(Stored items)

━━━━

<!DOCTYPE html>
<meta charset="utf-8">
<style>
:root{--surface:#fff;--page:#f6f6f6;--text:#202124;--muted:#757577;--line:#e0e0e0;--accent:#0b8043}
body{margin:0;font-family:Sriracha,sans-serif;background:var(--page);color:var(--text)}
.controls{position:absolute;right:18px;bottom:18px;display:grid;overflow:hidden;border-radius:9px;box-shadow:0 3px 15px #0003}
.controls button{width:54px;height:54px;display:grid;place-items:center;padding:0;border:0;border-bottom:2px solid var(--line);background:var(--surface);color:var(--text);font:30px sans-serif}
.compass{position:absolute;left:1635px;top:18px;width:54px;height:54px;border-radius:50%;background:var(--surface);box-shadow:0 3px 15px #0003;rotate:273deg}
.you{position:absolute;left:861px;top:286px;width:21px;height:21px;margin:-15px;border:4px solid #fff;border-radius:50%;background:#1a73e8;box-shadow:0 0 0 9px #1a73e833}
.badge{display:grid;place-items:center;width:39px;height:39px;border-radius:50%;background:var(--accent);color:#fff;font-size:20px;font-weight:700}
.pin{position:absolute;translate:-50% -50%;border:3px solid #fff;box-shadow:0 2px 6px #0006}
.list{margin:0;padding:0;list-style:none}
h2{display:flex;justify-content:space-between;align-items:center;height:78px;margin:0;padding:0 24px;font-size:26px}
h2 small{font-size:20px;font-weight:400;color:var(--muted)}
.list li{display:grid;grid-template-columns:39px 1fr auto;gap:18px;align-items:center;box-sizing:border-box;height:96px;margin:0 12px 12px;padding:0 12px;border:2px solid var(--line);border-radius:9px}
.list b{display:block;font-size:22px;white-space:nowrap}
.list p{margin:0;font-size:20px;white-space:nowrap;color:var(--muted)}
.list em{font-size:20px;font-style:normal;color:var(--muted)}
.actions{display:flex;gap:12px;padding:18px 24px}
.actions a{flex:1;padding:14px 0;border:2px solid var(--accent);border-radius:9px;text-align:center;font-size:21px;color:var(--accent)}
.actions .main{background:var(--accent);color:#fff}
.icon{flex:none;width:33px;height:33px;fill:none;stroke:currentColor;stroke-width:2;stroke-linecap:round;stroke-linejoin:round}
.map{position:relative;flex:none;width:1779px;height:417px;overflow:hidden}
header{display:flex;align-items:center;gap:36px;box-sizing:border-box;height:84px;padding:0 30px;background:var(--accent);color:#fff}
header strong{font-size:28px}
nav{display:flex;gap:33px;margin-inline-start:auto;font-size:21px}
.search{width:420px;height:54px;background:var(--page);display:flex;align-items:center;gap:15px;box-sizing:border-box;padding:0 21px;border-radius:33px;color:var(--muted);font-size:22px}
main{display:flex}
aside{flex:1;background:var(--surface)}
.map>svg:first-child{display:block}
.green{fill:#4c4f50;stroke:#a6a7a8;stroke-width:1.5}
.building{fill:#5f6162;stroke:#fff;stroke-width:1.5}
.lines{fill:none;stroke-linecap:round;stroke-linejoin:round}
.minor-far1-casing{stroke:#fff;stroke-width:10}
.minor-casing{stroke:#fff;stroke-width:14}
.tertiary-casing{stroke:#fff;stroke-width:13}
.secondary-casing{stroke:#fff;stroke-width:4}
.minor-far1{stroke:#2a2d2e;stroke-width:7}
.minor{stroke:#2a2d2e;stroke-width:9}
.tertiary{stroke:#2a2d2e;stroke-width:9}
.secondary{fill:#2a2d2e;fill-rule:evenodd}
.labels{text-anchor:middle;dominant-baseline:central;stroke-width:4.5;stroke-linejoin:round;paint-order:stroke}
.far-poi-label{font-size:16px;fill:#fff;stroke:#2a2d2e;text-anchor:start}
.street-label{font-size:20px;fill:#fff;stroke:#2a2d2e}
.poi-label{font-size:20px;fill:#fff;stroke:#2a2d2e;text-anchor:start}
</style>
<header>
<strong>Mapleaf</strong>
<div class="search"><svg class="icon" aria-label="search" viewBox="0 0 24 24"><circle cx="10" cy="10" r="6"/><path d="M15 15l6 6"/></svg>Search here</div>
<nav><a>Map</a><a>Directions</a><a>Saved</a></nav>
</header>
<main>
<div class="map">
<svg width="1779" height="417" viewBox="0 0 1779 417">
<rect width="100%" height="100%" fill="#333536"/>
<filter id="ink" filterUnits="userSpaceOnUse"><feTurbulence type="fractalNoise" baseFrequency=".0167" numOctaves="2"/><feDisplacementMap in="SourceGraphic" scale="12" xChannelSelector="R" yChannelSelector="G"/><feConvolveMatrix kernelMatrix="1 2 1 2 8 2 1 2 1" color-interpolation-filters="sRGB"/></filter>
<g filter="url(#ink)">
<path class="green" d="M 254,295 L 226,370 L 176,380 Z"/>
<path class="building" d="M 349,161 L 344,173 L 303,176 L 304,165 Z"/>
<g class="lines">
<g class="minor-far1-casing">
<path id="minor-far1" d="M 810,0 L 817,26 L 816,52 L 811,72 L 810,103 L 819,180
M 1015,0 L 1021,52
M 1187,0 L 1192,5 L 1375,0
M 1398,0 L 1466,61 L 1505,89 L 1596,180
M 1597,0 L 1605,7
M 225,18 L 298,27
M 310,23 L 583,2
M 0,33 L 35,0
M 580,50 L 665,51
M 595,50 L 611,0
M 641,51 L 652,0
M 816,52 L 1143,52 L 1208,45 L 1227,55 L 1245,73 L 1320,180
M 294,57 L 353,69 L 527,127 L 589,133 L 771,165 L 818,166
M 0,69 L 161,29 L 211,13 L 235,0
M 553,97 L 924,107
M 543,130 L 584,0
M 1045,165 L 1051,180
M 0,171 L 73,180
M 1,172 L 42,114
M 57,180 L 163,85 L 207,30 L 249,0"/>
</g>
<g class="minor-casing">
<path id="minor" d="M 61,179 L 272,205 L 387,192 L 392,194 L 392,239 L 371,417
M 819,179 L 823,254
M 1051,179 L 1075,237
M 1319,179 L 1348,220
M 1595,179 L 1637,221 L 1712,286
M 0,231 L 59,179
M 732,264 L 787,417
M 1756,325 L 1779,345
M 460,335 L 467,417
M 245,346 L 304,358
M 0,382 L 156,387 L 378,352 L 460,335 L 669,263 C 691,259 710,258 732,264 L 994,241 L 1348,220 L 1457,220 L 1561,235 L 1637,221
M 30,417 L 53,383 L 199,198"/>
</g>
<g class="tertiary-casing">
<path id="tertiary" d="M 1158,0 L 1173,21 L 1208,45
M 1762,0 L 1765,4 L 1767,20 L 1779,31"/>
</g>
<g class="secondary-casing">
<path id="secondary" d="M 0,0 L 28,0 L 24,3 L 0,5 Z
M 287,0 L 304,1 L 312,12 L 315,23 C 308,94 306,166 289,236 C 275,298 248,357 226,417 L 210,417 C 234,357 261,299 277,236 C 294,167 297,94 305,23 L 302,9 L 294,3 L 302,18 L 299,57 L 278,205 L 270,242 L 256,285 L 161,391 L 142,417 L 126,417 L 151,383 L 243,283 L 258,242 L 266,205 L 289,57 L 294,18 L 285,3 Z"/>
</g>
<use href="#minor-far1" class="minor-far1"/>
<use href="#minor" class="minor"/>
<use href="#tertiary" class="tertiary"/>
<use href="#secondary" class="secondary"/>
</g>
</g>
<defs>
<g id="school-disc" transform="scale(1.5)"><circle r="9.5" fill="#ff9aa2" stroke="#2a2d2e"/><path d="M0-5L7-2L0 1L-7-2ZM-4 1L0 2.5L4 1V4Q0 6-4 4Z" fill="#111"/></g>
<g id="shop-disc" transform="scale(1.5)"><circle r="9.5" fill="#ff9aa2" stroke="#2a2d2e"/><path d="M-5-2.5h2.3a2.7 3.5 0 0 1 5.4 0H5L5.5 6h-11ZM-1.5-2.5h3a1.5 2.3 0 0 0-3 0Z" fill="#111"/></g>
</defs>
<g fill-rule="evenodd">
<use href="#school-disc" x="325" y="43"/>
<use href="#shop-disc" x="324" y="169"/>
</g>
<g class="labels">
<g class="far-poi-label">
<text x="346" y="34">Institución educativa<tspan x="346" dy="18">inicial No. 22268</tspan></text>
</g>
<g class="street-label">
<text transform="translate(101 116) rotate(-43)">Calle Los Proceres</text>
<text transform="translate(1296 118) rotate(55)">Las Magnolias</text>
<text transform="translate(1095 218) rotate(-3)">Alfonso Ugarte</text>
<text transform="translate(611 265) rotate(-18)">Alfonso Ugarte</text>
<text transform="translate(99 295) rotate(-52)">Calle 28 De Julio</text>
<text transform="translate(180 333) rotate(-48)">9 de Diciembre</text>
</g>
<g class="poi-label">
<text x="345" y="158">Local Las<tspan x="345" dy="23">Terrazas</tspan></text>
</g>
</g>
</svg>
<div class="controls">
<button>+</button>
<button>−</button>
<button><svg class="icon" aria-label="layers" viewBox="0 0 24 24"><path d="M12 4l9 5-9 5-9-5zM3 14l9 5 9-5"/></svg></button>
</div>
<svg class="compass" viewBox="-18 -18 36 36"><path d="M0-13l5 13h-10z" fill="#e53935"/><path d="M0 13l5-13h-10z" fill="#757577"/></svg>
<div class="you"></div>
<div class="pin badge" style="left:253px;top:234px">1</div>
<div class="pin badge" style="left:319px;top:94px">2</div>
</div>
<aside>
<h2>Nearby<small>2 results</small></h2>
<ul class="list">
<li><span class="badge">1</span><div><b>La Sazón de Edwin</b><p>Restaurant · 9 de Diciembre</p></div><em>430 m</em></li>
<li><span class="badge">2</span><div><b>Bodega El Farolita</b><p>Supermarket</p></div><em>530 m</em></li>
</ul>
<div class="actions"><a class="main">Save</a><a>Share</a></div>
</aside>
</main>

━━━━

▸ **WHAT IS REQUIRED**
All lines above that contain the word "list" are to be copied.

▸ **ANSWER**
.list{margin:0;padding:0;list-style:none}
.list li{display:grid;grid-template-columns:39px 1fr auto;gap:18px;align-items:center;box-sizing:border-box;height:96px;margin:0 12px 12px;padding:0 12px;border:2px solid var(--line);border-radius:9px}
.list b{display:block;font-size:22px;white-space:nowrap}
.list p{margin:0;font-size:20px;white-space:nowrap;color:var(--muted)}
.list em{font-size:20px;font-style:normal;color:var(--muted)}
<ul class="list">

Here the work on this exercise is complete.